> **The task**:
Keeping every character in place, output all the data.

> **Information supplied**:
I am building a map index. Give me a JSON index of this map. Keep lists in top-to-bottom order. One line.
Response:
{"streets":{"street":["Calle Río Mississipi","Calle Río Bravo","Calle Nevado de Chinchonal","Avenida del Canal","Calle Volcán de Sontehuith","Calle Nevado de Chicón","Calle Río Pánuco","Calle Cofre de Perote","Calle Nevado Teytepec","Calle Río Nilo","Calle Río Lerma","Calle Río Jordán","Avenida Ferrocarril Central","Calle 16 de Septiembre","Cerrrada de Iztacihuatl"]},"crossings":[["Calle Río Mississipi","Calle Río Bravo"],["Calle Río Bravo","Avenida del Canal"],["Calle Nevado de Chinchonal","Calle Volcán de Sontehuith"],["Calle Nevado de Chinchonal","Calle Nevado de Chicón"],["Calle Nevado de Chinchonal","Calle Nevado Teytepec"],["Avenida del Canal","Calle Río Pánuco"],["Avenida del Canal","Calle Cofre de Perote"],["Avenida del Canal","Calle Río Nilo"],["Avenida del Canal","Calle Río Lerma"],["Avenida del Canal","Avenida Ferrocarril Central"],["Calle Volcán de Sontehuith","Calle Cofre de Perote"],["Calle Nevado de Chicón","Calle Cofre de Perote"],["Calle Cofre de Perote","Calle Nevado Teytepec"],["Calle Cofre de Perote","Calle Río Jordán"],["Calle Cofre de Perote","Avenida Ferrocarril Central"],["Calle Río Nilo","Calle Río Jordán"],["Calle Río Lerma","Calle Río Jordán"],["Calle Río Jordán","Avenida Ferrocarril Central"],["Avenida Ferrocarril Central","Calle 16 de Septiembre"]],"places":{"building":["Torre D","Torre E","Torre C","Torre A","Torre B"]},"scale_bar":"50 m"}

> **Finished exercise**:
I am building a map index. Give me a JSON index of this map. Keep lists in top-to-bottom order. One line.
Response:
{"streets":{"street":["Calle Río Mississipi","Calle Río Bravo","Calle Nevado de Chinchonal","Avenida del Canal","Calle Volcán de Sontehuith","Calle Nevado de Chicón","Calle Río Pánuco","Calle Cofre de Perote","Calle Nevado Teytepec","Calle Río Nilo","Calle Río Lerma","Calle Río Jordán","Avenida Ferrocarril Central","Calle 16 de Septiembre","Cerrrada de Iztacihuatl"]},"crossings":[["Calle Río Mississipi","Calle Río Bravo"],["Calle Río Bravo","Avenida del Canal"],["Calle Nevado de Chinchonal","Calle Volcán de Sontehuith"],["Calle Nevado de Chinchonal","Calle Nevado de Chicón"],["Calle Nevado de Chinchonal","Calle Nevado Teytepec"],["Avenida del Canal","Calle Río Pánuco"],["Avenida del Canal","Calle Cofre de Perote"],["Avenida del Canal","Calle Río Nilo"],["Avenida del Canal","Calle Río Lerma"],["Avenida del Canal","Avenida Ferrocarril Central"],["Calle Volcán de Sontehuith","Calle Cofre de Perote"],["Calle Nevado de Chicón","Calle Cofre de Perote"],["Calle Cofre de Perote","Calle Nevado Teytepec"],["Calle Cofre de Perote","Calle Río Jordán"],["Calle Cofre de Perote","Avenida Ferrocarril Central"],["Calle Río Nilo","Calle Río Jordán"],["Calle Río Lerma","Calle Río Jordán"],["Calle Río Jordán","Avenida Ferrocarril Central"],["Avenida Ferrocarril Central","Calle 16 de Septiembre"]],"places":{"building":["Torre D","Torre E","Torre C","Torre A","Torre B"]},"scale_bar":"50 m"}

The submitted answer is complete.